◆ Saved entries ◆
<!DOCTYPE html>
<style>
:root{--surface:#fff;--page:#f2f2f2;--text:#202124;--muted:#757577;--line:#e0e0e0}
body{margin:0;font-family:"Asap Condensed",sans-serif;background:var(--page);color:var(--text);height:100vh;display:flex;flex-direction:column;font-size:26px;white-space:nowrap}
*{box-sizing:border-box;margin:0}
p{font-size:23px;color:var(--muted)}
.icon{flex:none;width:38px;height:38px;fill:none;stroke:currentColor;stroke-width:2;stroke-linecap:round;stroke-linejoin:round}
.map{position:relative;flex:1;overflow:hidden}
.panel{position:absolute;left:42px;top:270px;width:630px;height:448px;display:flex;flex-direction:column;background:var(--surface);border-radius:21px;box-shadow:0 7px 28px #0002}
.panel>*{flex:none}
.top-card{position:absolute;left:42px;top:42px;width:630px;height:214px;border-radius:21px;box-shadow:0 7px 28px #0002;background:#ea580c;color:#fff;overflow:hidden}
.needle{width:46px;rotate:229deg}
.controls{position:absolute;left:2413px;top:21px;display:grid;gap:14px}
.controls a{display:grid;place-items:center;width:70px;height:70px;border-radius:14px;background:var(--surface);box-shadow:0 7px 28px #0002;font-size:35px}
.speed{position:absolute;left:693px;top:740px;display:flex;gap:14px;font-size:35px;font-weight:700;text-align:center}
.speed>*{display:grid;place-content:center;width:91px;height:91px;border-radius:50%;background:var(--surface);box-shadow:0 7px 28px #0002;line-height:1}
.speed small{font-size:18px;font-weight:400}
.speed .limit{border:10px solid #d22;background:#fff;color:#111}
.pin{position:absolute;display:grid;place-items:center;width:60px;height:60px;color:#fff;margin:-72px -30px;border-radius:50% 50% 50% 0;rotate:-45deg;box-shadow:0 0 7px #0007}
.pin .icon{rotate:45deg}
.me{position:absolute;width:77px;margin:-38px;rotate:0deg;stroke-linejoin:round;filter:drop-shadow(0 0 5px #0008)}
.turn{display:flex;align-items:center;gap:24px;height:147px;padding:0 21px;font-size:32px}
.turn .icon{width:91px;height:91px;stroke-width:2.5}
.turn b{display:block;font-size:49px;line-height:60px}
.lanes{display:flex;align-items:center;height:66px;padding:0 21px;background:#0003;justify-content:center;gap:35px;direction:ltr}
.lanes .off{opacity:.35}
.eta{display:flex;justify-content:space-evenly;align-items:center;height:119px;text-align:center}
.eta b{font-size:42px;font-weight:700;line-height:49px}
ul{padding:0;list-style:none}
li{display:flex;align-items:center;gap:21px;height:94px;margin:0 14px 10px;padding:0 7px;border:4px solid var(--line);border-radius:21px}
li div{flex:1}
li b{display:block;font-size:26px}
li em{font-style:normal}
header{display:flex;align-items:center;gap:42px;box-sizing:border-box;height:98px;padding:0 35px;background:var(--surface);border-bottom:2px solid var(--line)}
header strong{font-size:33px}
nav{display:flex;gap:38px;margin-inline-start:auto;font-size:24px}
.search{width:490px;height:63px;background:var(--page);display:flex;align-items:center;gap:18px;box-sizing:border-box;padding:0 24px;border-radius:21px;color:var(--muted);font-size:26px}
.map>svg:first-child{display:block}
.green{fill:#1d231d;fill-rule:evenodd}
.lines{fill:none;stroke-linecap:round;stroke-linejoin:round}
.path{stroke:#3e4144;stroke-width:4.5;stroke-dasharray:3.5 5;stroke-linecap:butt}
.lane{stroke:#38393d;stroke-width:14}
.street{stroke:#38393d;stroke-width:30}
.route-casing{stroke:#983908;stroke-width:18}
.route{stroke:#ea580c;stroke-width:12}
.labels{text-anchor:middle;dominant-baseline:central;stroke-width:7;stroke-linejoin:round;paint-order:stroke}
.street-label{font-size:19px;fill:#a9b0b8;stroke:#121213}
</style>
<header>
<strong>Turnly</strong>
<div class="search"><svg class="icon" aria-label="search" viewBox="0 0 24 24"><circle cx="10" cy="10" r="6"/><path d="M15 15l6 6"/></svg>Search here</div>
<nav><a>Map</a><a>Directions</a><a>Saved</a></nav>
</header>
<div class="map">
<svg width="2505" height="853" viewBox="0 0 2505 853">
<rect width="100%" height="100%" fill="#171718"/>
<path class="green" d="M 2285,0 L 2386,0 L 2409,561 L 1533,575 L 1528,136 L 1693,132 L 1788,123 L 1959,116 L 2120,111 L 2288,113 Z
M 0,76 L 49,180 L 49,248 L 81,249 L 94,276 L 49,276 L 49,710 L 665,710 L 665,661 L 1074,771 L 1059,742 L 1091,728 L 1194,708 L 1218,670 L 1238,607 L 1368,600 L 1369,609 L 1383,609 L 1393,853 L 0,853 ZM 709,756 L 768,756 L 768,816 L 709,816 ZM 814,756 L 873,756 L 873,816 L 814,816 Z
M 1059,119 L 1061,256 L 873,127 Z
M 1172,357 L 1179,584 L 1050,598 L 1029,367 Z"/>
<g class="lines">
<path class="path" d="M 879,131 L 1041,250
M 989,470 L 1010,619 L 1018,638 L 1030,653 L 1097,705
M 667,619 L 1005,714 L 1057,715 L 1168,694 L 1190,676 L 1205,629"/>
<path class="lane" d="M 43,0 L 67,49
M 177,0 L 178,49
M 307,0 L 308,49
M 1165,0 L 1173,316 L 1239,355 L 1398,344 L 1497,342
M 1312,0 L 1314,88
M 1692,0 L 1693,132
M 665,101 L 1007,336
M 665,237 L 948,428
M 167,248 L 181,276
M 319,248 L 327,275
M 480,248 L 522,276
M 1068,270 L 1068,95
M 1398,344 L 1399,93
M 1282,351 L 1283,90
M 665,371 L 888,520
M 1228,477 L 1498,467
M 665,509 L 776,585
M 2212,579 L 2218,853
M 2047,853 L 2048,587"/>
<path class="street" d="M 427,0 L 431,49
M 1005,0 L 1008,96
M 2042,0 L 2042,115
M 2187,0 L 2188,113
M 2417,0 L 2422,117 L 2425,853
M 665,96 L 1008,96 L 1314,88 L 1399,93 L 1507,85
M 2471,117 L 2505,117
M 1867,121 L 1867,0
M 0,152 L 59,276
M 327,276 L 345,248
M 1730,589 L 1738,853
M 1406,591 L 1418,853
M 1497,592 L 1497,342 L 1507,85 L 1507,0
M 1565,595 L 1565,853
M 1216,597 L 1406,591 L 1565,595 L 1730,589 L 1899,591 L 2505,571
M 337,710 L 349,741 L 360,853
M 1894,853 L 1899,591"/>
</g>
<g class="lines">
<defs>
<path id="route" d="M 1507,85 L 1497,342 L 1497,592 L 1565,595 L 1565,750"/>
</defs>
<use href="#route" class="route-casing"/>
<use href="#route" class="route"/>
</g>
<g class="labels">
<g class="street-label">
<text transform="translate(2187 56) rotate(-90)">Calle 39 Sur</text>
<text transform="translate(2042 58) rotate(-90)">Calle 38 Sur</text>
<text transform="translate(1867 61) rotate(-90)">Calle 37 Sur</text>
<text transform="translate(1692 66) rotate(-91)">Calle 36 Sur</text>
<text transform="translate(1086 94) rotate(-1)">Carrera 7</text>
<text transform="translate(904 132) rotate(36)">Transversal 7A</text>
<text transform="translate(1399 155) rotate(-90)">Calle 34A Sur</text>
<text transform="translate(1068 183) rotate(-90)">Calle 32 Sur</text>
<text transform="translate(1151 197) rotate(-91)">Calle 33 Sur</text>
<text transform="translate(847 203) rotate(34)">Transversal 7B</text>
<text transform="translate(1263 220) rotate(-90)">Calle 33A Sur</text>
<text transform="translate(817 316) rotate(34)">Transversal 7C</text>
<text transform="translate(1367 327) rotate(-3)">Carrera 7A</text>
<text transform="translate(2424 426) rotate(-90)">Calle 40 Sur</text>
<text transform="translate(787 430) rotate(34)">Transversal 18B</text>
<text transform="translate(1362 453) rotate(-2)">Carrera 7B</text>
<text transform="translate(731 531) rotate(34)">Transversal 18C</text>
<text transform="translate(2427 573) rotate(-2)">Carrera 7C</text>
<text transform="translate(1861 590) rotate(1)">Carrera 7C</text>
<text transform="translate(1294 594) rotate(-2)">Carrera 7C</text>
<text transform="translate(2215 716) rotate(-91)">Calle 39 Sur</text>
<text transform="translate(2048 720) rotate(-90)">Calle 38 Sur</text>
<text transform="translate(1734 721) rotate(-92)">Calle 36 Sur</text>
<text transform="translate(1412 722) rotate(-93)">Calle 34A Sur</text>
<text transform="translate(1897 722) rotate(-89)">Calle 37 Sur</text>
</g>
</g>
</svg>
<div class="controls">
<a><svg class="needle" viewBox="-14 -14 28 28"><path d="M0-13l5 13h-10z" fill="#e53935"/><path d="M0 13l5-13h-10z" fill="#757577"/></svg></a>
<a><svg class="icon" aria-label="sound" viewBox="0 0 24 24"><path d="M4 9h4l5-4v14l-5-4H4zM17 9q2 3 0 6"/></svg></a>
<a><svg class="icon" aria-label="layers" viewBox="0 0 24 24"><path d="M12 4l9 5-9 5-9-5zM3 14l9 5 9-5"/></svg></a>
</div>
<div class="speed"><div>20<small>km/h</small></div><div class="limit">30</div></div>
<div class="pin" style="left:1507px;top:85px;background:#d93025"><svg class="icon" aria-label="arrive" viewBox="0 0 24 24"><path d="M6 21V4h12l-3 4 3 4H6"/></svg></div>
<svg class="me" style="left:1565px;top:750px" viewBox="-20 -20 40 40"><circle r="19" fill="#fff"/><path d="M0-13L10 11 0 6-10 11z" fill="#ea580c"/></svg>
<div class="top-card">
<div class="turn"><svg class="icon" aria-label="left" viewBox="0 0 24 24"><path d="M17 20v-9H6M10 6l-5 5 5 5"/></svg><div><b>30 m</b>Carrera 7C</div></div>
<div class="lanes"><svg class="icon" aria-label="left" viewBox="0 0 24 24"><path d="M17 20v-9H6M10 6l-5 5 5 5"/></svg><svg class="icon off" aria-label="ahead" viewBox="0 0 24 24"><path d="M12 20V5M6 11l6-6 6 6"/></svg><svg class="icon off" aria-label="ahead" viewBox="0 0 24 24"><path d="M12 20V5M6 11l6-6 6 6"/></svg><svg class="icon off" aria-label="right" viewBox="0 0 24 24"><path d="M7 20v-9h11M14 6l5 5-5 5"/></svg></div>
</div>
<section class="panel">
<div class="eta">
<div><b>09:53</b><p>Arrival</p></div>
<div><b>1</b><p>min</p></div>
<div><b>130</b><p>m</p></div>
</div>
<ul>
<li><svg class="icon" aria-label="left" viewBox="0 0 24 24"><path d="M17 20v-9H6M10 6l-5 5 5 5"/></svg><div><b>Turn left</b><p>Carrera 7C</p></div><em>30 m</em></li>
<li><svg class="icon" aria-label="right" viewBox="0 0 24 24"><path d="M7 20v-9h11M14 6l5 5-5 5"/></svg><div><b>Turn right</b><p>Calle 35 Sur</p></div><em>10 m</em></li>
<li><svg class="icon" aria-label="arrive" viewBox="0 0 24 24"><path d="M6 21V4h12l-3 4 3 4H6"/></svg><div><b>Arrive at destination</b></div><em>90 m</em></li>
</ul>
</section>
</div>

◆ Work item ◆
Scanning the data above, count the lines in which the string "overflow" occurs and state only the count.

◆ Answer below ◆
2